Evidence for local and global redox conditions at an Early Ordovician (Tremadocian) mass extinction

Profound changes in environmental conditions, particularly atmospheric oxygen levels, are thought to be important drivers of several major biotic events (e.g. mass extinctions and diversifications). The early Paleozoic represents a key interval in the oxygenation of the ocean–atmosphere system and evolution of the biosphere. Global proxies (e.g. carbon (δ¹³C) and sulfur (δ³⁴S) isotopes) are used to diagnose potential changes in oxygenation and infer causes of environmental change and biotic turnover. The Cambrian–Ordovician contains several trilobite extinctions (some are apparently local, but others are globally correlative) that are attributed to anoxia based on coeval positive δ¹³C and δ³⁴S excursions. These extinction and excursion events have yet to be coupled with more recently developed proxies thought to be more reflective of local redox conditions in the water column (e.g. I/Ca) to confirm whether these extinctions were associated with oxygen crises over a regional or global scale. Here we examine an Early Ordovician (Tremadocian Stage) extinction event previously interpreted to reflect a continuation of recurrent early Paleozoic anoxic events that expanded into nearshore environments. δ¹³C, δ³⁴S, and I/Ca trends were measured from three sections in the Great Basin region to test whether I/Ca trends support the notion that anoxia was locally present in the water column along the Laurentian margin.
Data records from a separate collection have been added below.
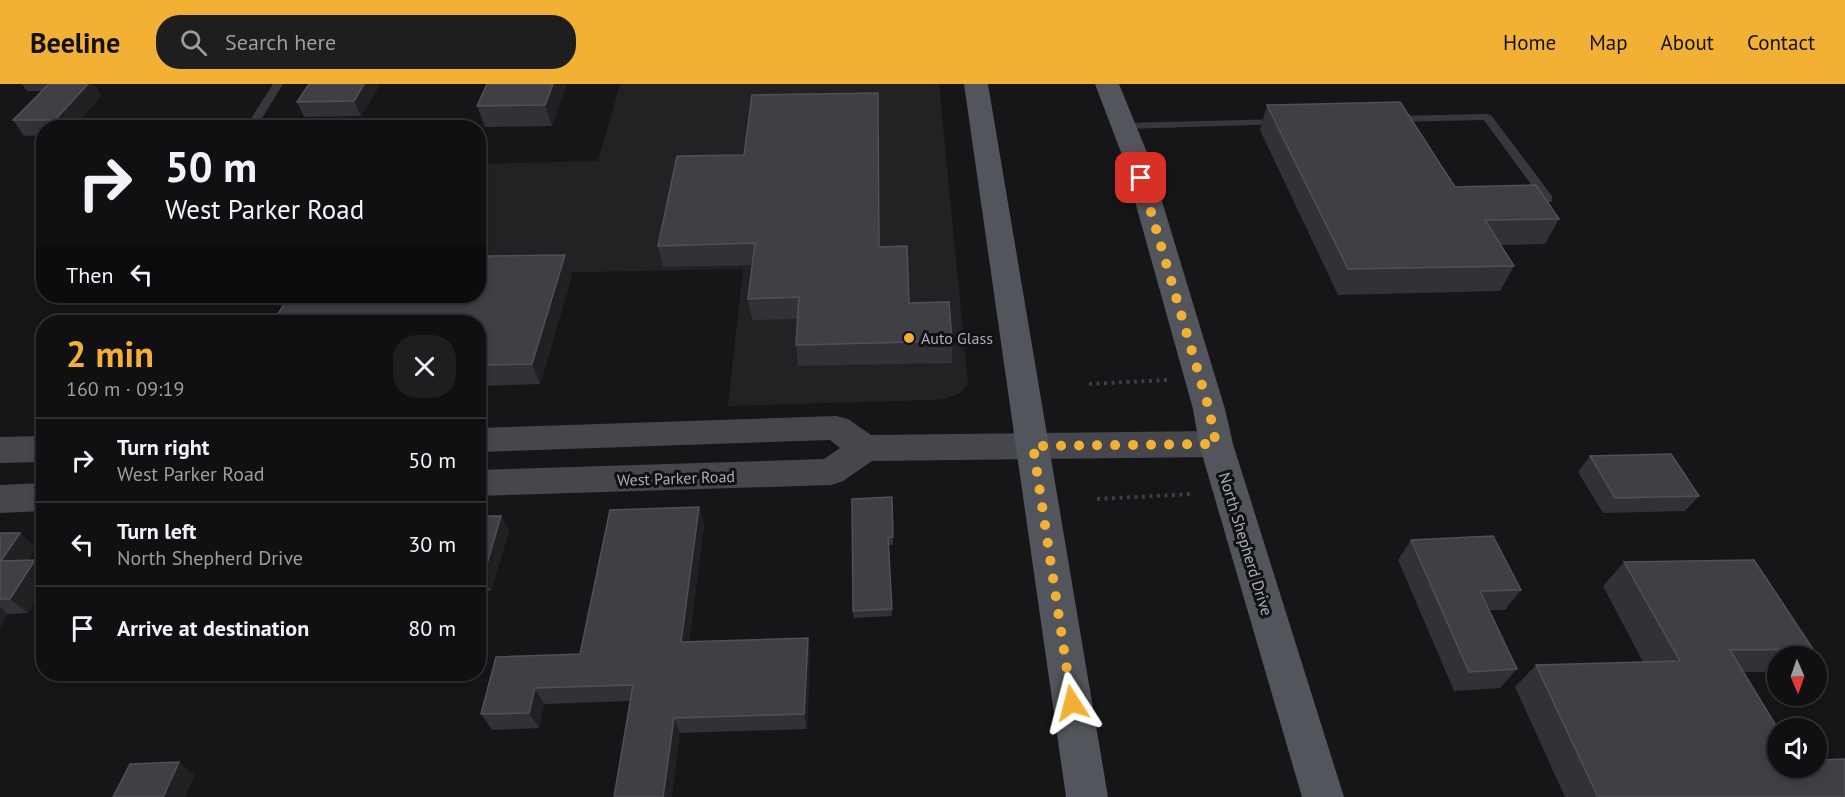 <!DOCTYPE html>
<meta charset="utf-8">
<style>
body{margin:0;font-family:"PT Sans",sans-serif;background:#1e1e20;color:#f1f3f6;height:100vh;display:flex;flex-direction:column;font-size:22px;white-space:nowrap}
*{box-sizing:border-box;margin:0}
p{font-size:20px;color:#9c9d9f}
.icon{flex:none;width:33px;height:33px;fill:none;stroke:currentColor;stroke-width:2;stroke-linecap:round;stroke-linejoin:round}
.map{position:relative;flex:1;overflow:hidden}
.sheet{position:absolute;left:36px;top:231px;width:450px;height:366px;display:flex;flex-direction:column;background:#101012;border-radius:24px;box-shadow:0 3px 9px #0003,0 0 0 2px #303032}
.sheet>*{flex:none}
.top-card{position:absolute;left:36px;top:36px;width:450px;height:183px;border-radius:24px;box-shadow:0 3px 9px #0003,0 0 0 2px #303032;background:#101012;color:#f1f3f6;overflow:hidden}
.needle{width:39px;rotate:178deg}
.tools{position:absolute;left:1767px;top:562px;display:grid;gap:12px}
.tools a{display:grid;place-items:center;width:60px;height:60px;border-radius:50%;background:#101012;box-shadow:0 3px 9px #0003,0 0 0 2px #303032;font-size:30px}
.pin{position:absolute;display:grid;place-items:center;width:51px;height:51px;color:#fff;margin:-26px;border-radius:12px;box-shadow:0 3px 9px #0006}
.me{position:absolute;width:66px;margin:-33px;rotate:351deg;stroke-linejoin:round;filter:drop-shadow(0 0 4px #0008)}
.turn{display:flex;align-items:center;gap:21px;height:126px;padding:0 30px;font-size:27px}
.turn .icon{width:78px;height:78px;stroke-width:2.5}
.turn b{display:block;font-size:42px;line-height:51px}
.then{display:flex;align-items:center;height:57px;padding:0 30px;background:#0003;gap:12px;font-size:22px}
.round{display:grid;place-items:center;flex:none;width:63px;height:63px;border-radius:24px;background:#1e1e20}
.summary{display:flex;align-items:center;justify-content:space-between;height:102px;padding:0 30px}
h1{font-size:36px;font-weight:700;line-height:45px;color:#f2b134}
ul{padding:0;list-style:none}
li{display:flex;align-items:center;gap:18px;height:84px;padding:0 30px;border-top:2px solid #303032}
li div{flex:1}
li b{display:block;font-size:22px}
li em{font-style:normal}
header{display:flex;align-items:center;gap:36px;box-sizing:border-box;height:84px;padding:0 30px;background:#f2b134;color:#111}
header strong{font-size:28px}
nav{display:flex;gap:33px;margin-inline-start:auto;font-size:21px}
.search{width:420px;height:54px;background:#1e1e20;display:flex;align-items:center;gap:15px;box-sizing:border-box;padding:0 21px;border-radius:24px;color:#9c9d9f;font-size:22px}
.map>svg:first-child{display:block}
.built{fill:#222225}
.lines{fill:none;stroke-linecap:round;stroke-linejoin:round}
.path{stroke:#3d3f44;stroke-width:4;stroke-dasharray:3 4.5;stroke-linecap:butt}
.service{fill:#37383d;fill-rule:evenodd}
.secondary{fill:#45474d;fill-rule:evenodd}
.primary{fill:#53555c;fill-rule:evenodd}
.wall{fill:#323236}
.shaded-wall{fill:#212124}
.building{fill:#3f3f44;stroke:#4f5156;stroke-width:1.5}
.route{stroke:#f2b134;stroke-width:10;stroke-dasharray:0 18}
.poi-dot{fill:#f2b134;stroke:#111113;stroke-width:2}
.labels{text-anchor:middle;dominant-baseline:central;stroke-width:6;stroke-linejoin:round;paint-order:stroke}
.poi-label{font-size:16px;fill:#a8adb8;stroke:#111113;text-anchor:start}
.street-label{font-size:16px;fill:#a8adb8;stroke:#111113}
</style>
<header>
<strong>Beeline</strong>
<div class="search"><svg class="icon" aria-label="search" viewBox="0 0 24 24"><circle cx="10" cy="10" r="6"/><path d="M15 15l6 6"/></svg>Search here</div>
<nav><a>Home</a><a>Map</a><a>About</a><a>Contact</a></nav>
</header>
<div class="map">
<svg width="1845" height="713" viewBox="0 0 1845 713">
<rect width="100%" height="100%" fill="#161618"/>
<path class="built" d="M620,0H939L968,300L961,309L945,315L931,316L728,322L743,185L479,190L478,80L598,77Z"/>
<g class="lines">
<path class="path" d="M1089,300L1167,296
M1097,415L1192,410"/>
<path class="service" d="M273,0H283L256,44H245Z
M1487,30L1491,31L1552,112V118H1544L1484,36L1391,38L1386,35L1391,32Z
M1283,35L1288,38L1287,40L1124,45L1118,42L1124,39Z"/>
<path class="secondary" d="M836,332L848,335L871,351L1216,347L1228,351L1233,360L1228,369L1216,373L872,377L843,397L831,401L478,412V386L824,375L840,364L830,356L478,368V344Z
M44,352V378L0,379V353Z
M44,399V427L0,429V401Z"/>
<path class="primary" d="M964,0H988L1108,713H1066Z
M1095,0H1119L1148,71L1225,325L1233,360L1344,713H1302L1199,360L1193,325L1122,71Z"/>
</g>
<path class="wall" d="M22,0H93L101,12L73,44H44V51L24,52L13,36L42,7H27Z
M380,0L361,32L304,33L297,18Z
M487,0H567L552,42L485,43L477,22Z
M878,9L880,163L909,219L952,257V279L798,282L796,261L797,235L752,236L748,215L752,181L663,183L658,162L744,71Z
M1267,21L1455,103L1559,135L1545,160L1500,161L1514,182L1500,207L1338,211L1260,46Z
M572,191L540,300L478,302V238Z
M1590,372L1699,412L1685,427L1603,429L1578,388Z
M892,413L893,461H889L892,532L854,534L853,527Z
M699,423L704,441L689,558L808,554L810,571L807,645L680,649L630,617L544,620L539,644L492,646L481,630L580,570Z
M478,432H501L509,447L491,507L478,508Z
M0,449H20L36,464L28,476H35L44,484V504L28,529L8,530L0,543Z
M1411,456L1521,506L1505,526H1489L1517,585L1500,604L1454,607L1398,476Z
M1624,478L1813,565L1802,573H1778V588H1743L1778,684L1845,713H1565L1515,603L1536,581L1643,578L1603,502Z"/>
<path class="shaded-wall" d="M88,0H93L101,12L73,44H60L55,36Z
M364,0H380L361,32L354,17Z
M553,0H567L552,42L545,21Z
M878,9L879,30L880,184L879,163Z
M565,171L572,191L540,300L532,280Z
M699,423L704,441L687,575L681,558Z
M501,432L509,447L491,507L483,493Z
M20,449L36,464L18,492L1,477Z
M35,476L44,484V504L28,529L10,515Z
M0,523L8,530L0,543Z
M808,554L810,571L807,645L804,630Z
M535,604L544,620L539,644L529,629Z
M674,634L680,649L672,713H663Z
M179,678L195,691L185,713H163Z"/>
<path class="building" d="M49,0H88L55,36H13Z
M309,0H364L354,17L297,18Z
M487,0H553L545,21L477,22Z
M878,9L879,163L907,162L909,219L949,218L952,257L796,261L799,213L748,215L755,159L658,162L677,72L744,71L752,11Z
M1400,18L1455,103L1536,101L1559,135L1485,136L1514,182L1348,185L1267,21Z
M565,171L532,280L478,281V238H273L289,212H478V177H487L489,172Z
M1671,370L1699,412L1615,414L1590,372Z
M892,413L893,453L888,454L892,525L853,527L852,415Z
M699,423L681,558L808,554L804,630L674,634L663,713H614L633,601L535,604L529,629L481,630L496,573L580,570L610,426Z
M478,432H501L483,493H478Z
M0,449H20L1,477L35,476L10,515H0Z
M1493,452L1521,506L1480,507L1517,585L1469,588L1411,456Z
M1754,476L1813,565L1730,566L1778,645V684H1816V676L1845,675V713H1598L1536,581L1680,577L1624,478Z
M179,678L163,713H113L130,680Z"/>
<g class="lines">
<path class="route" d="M1072,619L1033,362L1216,360L1209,325L1141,94"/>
</g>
<circle class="poi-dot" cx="909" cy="254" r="6"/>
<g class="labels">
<g class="poi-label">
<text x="921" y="254">Auto Glass</text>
</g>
<g class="street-label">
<text transform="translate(676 394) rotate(-2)">West Parker Road</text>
<text transform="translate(1246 460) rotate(73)">North Shepherd Drive</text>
</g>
</g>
</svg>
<div class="tools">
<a><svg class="needle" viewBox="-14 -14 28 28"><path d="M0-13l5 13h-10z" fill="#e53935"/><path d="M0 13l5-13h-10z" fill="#9c9d9f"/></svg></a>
<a><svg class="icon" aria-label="sound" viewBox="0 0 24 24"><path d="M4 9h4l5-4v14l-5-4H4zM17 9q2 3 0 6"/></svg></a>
</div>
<div class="pin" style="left:1141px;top:94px;background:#d93025"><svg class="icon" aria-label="arrive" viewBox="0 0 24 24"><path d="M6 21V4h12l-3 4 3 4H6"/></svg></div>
<svg class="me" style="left:1072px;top:619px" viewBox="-20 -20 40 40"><path d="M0-17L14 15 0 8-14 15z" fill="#f2b134" stroke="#fff" stroke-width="4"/></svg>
<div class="top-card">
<div class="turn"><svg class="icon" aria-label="right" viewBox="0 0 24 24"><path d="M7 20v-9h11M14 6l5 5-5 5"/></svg><div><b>50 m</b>West Parker Road</div></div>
<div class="then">Then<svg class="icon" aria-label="left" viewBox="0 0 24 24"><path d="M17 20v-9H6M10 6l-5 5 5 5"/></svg></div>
</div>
<section class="sheet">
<div class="summary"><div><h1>2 min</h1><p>160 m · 09:19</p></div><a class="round"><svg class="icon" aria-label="close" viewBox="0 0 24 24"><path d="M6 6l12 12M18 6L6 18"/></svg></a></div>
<ul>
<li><svg class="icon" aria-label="right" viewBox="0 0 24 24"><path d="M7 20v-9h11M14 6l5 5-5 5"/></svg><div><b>Turn right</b><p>West Parker Road</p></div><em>50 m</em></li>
<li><svg class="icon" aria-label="left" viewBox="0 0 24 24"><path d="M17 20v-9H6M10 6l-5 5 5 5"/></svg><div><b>Turn left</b><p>North Shepherd Drive</p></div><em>30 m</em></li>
<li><svg class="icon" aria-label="arrive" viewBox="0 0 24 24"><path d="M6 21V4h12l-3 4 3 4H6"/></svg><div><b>Arrive at destination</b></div><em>80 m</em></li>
</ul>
</section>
</div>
Evidence for anoxia is based on coincident, but not always synchronous, positive δ¹³C and δ³⁴S excursions (mainly from carbonate-associated sulfate and less so from pyrite data), a 30% extinction of standing generic diversity, and near-zero I/Ca values. Although evidence for local water column anoxia from the I/Ca proxy broadly agrees with intervals of global anoxia inferred from δ¹³C and δ³⁴S trends, a more complex picture is evident where spatially and temporally variable local trends are superimposed on time-averaged global trends. Stratigraphic sections from the distal and deeper part of the basin (Shingle Pass and Meiklejohn Peak) preserve synchronous global (δ¹³C and δ³⁴S) and water column (I/Ca) evidence for anoxia, but not at the more proximal section (Ibex, UT). Although geochemical and paleontological evidence point toward anoxia as the driver of this Early Ordovician extinction event, differences between I/Ca and δ¹³C–δ³⁴S signals suggest regional variation in the timing, extent, and persistence of anoxia.